A few years ago, I visited the Fortingall Yew — a tree growing in a small village in Scotland. You may find it somewhat humourous to hear me say that I “visited the Fortingall Yew;” however, that was, in fact, the exact purpose of my trip to the small village of Fortingall.
This particular tree is no ordinary pine tree. It’s been around for quite a while. Scientists believe that the age of the tree is at least 2,000 years, and it may be as old as 5,000 (some more generous estimates suggest the tree may be as old as 9,000 years).
Whatever its exact age, scientists agree that this tree is the oldest living thing on the planet. I felt this warranted a special trip.
As you can see in the photograph, the tree looks fairly large; however, when you get up close, you can see that it actually seems to be two separate trees. That is because the existing trees are offshoots from the original trunk, which has decayed over the last 200 years. The orginal trunk, measured in the mid 18th century, was about 50 feet in circumference. That’s a big, fat tree. Of course, by that time, it had been slowly growing for a few thousand years.
Anything that hangs around for so long is bound to inspire its share of legends and myths. Certainly, if we go with the higher age estimates, then it’s safe to assume that many different peoples travelled by and lived around this tree, including the pre-celts (tuatha de denaan?), the celts, the picts, the scots, the romans, the vikings, and so on until the present day. One legend even suggests that no less a historical (?) figure than Pontius Pilate played in the tree’s shade as a child (this seems unlikely to me, although there is a connection).

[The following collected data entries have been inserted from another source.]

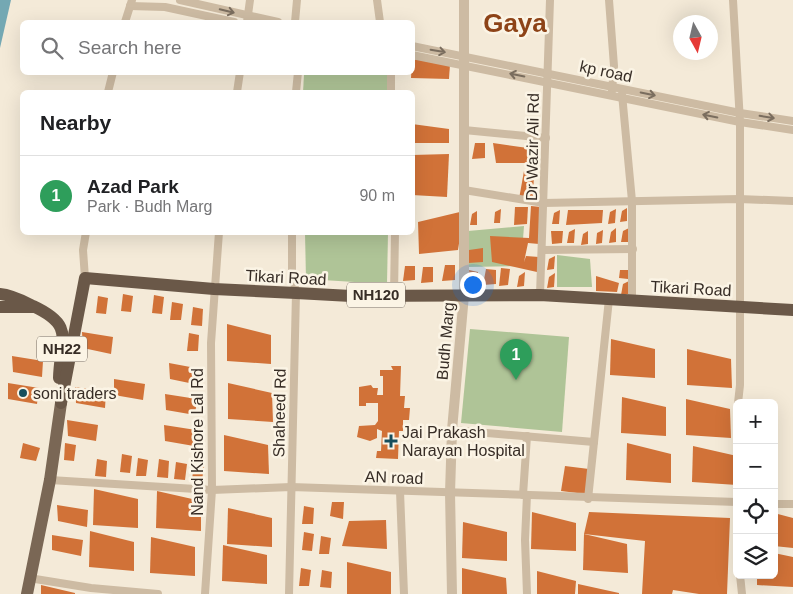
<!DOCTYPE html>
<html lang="en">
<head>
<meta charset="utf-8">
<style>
	:root { --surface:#fff; --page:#f6f6f6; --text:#202124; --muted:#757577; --line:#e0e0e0; --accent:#0b8043 }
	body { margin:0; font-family:Helvetica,sans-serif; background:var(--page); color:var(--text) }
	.controls { position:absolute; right:15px; bottom:15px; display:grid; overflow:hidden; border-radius:8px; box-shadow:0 5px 20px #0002 }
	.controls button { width:45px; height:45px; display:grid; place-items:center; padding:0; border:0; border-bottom:1px solid var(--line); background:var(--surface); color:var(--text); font:25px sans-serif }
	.compass { position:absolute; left:673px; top:15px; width:45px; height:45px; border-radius:50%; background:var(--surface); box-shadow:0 5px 20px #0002; rotate:172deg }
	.you { position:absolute; left:472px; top:284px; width:18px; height:18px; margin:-12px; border:4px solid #fff; border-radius:50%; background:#1a73e8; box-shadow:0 0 0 8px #1a73e833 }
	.badge { display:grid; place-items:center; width:32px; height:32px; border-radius:50%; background:var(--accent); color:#fff; font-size:16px; font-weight:700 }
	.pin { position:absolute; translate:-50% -41px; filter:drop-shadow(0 1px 2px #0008) }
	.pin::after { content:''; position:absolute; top:26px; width:18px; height:15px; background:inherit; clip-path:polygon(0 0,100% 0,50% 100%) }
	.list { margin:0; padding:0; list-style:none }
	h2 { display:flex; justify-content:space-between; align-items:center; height:65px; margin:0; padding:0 20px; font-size:21px }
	h2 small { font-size:16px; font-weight:400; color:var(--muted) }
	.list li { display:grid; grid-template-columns:32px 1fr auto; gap:15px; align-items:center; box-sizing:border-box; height:80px; padding:0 20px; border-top:1px solid var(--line) }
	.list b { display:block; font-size:19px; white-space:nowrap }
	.list p { margin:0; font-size:16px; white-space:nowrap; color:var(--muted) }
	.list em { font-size:16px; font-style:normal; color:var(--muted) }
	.icon { flex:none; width:28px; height:28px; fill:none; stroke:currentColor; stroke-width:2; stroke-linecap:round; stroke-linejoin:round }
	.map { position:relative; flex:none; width:793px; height:594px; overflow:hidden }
	.search { position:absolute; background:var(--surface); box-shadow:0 5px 20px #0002; left:20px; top:20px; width:395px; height:55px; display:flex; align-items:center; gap:12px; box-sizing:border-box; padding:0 18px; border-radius:8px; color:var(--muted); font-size:19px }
	.panel { position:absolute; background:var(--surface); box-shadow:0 5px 20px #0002; left:20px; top:90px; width:395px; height:145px; border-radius:8px }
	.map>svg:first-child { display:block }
	.green { fill:#afc497 }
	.water { fill:#74a8b3 }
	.building { fill:#d17238 }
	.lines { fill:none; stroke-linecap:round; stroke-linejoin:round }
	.minor { stroke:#cdbba3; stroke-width:8 }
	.tertiary { stroke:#cdbba3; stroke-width:10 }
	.primary { stroke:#7a6755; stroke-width:12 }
	.trunk { stroke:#6a5848; stroke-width:12 }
	.oneway { stroke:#7a6d5e }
	.poi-dot { fill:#174e5c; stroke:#fbf4e5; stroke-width:2 }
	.labels { text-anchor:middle; stroke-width:5; stroke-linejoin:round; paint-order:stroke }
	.shield { fill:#fbf4e5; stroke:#72695f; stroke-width:1 }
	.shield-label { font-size:15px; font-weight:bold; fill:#372d26 }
	.street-label { font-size:16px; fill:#372d26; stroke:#fbf4e5 }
	.poi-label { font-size:16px; fill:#372d26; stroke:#fbf4e5; text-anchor:start }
	.town-label { font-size:26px; font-weight:bold; fill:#8d4317; stroke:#fbf4e5 }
</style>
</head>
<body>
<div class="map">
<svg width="793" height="594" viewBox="0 0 793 594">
	<rect width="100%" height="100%" fill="#f4ead8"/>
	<g class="green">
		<path d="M304,75H391L390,92H303Z"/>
		<path d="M524,226L521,266L467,267L468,231Z"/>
		<path d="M305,233H388L387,284L306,279Z"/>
		<path d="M557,255L590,259L592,287H557Z"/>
		<path d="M470,329L569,337L562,432L461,423Z"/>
	</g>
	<path class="water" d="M0,0H11L0,48Z"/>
	<g class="building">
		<path d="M412,59L450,64L449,79L411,78Z"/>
		<path d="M412,124L449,129V143H412Z"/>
		<path d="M475,143H485V158L472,159Z"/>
		<path d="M493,143L535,149V163H496Z"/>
		<path d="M449,154L447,197L412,195V155Z"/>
		<path d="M524,171L534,172L533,201L519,199Z"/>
		<path d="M531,206L541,207L539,244L528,243L524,262L526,256L539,257L537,272L492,262L490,236L529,238Z"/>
		<path d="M515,207H528L527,224L514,225Z"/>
		<path d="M627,208V221L620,222L622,211Z"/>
		<path d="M501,209L500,223H494L495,212Z"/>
		<path d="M616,209L615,223L608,224L610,212Z"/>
		<path d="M560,210L559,224H552L554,213Z"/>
		<path d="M568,210H603L602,223L566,225Z"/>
		<path d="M464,211L458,250L419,254L418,222Z"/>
		<path d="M477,211V225H470L472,214Z"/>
		<path d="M616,228V242L609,243L611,232Z"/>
		<path d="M629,228L628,242H621L623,231Z"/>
		<path d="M575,229L574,243H567L569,232Z"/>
		<path d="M603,230L602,243L596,244L597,233Z"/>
		<path d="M551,231H563L562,243L552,244Z"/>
		<path d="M588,231V244L581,245L583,234Z"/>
		<path d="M483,248V262L468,263L469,250Z"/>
		<path d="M555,256L554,269L547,270L549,259Z"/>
		<path d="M445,265H455V280L442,281Z"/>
		<path d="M405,266H415V280L403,281Z"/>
		<path d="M423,267H433V282L421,283Z"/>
		<path d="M501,268L510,269L508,285L499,286Z"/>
		<path d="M486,269L496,270V284L483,285Z"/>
		<path d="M469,270L478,272L479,285L471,286Z"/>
		<path d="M620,270H629L628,279L619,278Z"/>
		<path d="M525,272L524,286L517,287L519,276Z"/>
		<path d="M555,273L554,287L547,288L549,277Z"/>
		<path d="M596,276L619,283L617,292L596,291Z"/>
		<path d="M629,281L628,294L621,295L623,284Z"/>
		<path d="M123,294L133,296L131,312L121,311Z"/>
		<path d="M154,295L164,297L162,314L152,313Z"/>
		<path d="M98,296L108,298L106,314L96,313Z"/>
		<path d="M172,302L183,304L181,320H170Z"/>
		<path d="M193,307L203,309L202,326L191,325Z"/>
		<path d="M227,324L271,335V364L227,361Z"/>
		<path d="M82,332L113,337L111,354L83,348Z"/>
		<path d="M189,333L199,335L198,351H187Z"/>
		<path d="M611,339L655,349V378L610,375Z"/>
		<path d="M687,349L731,359L732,388L687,385Z"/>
		<path d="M12,356L43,361L42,377L13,372Z"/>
		<path d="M169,363L201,369L199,385L170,379Z"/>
		<path d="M391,366H401L400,396H405L404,408H410L409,420H403V431H399L398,459L376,458L377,451H381L382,431L377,429V438L370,441L357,437L359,426L375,425L378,421V403H366V406H359V387L371,385L373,388H378L377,395H383V376H380V370H393Z"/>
		<path d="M114,379L145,384L143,400L114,395Z"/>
		<path d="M8,383L39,388L37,404L8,399Z"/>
		<path d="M228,383L272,393L273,422L228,419Z"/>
		<path d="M75,387L106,392L105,408L76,403Z"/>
		<path d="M165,394L197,399L195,415L166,410Z"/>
		<path d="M622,397L666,407V436L621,433Z"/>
		<path d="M686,399L730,409L731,438L686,435Z"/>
		<path d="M67,420L98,425L96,441L68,436Z"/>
		<path d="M164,425L196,430L194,446L165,441Z"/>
		<path d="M224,435L268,445L269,474L224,471Z"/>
		<path d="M23,443L40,448L36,461L20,458Z"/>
		<path d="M65,443L76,445L74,461L64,460Z"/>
		<path d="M627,443L671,454V483L626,480Z"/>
		<path d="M693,446L737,456V485L692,482Z"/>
		<path d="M122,454L132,456L130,473L120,472Z"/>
		<path d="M138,458L148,460L146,476H136Z"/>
		<path d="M97,459L107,461L106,477L95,476Z"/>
		<path d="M159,459L169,461L168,478L157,477Z"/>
		<path d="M176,462L187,464L185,480L174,479Z"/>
		<path d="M194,463L204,465L202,481L192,480Z"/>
		<path d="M565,466L589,469L585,494L561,491Z"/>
		<path d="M94,489L138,499V528L93,525Z"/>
		<path d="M157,491L201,501V531L156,528Z"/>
		<path d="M332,502H344L343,519L330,516Z"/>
		<path d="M57,505L88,510L87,527L58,521Z"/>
		<path d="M304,506L314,508L313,524H302Z"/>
		<path d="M228,508L272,518V547L227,544Z"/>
		<path d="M532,512L576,523V551L531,549Z"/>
		<path d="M589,512L730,518L727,594H699L673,590L672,594H642L645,541L584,534Z"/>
		<path d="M774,513L793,518V548L774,546Z"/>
		<path d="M386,520L387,549L342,546L349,521Z"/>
		<path d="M463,522L507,532V561L462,558Z"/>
		<path d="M90,531L134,542V571L89,567Z"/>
		<path d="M304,532L314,534L312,551L302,550Z"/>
		<path d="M584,534L627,544L628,573L583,570Z"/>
		<path d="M52,535L83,540L81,556L52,550Z"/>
		<path d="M321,536L331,538L329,554H319Z"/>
		<path d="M151,537L195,547V576L150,573Z"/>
		<path d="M223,545L267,555V584L222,581Z"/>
		<path d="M774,553L793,557V587L757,585V575H774Z"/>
		<path d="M347,562L391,572V594H347Z"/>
		<path d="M301,568L311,570L309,586H299Z"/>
		<path d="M462,568L506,578L507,594H462Z"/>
		<path d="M322,570L332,572L331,588L320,587Z"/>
		<path d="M537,571L576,581L575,594H537Z"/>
		<path d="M578,584L619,593V594H578Z"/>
		<path d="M41,585L75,593V594H41Z"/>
	</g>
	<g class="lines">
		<g class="minor">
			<path d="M180,0L278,22"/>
			<path d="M377,0L380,22"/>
			<path d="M609,0L614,66L612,91"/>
			<path d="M733,0L740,122V385L738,403"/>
			<path d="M130,6L165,7L234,22"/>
			<path d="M125,22L132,0"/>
			<path d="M247,22L250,0"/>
			<path d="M295,22L297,0"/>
			<path d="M412,46L740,113L793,121"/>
			<path d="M412,55L740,122L793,130"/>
			<path d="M391,72V92"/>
			<path d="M108,92L113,72"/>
			<path d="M237,92L240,72"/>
			<path d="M296,92L298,72"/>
			<path d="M622,94L632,201V302"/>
			<path d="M464,130L546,138"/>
			<path d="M464,190L544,203L739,199L793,201"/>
			<path d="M543,250L633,249"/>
			<path d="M85,278L83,250L86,232"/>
			<path d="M394,295L395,232"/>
			<path d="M540,295L550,0"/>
			<path d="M452,430L594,442L609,299"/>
			<path d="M50,480L212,490L291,487L737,502"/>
			<path d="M400,491L404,594"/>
			<path d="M523,495L527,436"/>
			<path d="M588,499L594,442"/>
			<path d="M774,504H793"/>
			<path d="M740,575L742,594"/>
			<path d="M29,578L91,588L158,594"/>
			<path d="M205,594L212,490L211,343L219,232"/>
			<path d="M289,594L296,293L292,272V232"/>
			<path d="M527,594L525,540L527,495"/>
		</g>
		<path class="tertiary" d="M452,594L450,493L452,430L464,295V0"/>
		<path class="primary" d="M27,594L50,480L61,403"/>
		<g class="trunk">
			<path d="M0,294C12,295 23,301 33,306C76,326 60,339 59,378"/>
			<path d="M0,307H34"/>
			<path d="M61,403L85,278L214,289L296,293L351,296L540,295L793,310"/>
		</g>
	</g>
	<defs><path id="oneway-shaft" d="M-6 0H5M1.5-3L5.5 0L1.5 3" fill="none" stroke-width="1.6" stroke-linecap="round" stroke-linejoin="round" transform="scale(1.25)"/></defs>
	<g class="oneway">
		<use href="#oneway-shaft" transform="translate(227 11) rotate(14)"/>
		<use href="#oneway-shaft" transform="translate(438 51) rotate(10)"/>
		<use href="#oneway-shaft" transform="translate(517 75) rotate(-168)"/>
		<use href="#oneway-shaft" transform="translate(648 94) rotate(12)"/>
		<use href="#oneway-shaft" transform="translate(710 116) rotate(-168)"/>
		<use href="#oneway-shaft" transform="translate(767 117) rotate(9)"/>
	</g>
	<g class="poi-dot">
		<circle cx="23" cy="393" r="5"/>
		<path d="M388.5 433.5h5v5h5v5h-5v5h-5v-5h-5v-5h5z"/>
	</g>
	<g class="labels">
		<g class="shield">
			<rect x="347" y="282.5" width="58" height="25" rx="4"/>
			<rect x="37" y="336.5" width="50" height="25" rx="4"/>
		</g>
		<g class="shield-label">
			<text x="376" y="300">NH120</text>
			<text x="62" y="354">NH22</text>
		</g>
		<g class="street-label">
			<text transform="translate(606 71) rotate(12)" y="6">kp road</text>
			<text transform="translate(532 147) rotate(-89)" y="6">Dr Wazir Ali Rd</text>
			<text transform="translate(286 277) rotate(3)" y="6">Tikari Road</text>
			<text transform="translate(691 288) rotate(3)" y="6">Tikari Road</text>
			<text transform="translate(445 341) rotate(-85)" y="6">Budh Marg</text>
			<text transform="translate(279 413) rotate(-89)" y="6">Shaheed Rd</text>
			<text transform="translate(197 442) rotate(-90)" y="6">Nand Kishore Lal Rd</text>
			<text transform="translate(394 477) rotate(2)" y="6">AN road</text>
		</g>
		<g class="poi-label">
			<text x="33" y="399">soni traders</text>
			<text x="402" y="438">Jai Prakash<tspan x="402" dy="18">Narayan Hospital</tspan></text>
		</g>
		<g class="town-label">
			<text x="515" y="32">Gaya</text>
		</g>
	</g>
</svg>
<div class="controls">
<button>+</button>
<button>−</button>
<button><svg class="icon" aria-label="locate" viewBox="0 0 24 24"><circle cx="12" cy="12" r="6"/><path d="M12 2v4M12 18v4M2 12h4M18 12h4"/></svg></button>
<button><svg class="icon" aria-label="layers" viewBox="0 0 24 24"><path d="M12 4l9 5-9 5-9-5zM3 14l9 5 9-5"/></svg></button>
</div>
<svg class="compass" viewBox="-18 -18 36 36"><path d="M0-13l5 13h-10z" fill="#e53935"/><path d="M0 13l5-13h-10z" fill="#757577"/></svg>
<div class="you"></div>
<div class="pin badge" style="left:516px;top:380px;background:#2e9e5b">1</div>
<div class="search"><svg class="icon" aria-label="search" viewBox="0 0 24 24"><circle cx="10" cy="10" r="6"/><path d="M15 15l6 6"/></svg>Search here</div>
<section class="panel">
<h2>Nearby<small></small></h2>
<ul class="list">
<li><span class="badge" style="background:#2e9e5b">1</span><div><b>Azad Park</b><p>Park · Budh Marg</p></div><em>90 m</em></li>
</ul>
</section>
</div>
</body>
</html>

Beyond legend, what we can say for certain is that the tree is, at least, 2,000 years old; so, for all of us who may visit the tree, the tree was around long before our births. The current offshoots are very healthy, and, barring some unnatural calamity, we can safely suggest that the tree will outlive us, as well; that is, it will be around long after we are gone.
If a person is extrememly lucky, he/she may live to be about 100 years old, give or take a decade. What will you see in your lifetime? Who will you know? How will you spend your days?
“Taxus Baccata,” the scientific name for the English Yew Tree, lives for thousands of years, unless some calamity — or someone — destroys it.
Sometimes, as I worry about the problems facing us (”us” in all of its meanings: family, friends, citizens, global community), I think about the yew tree. I think about it’s lack of consciousness, and its simple purpose to go on living. Without emotion or thought, it survives day after day, season after season, year after year. It is unconcerned, and it fully lives within its environment, fulfilling its part in the environmental chain.
I can believe in the Fortingall Yew.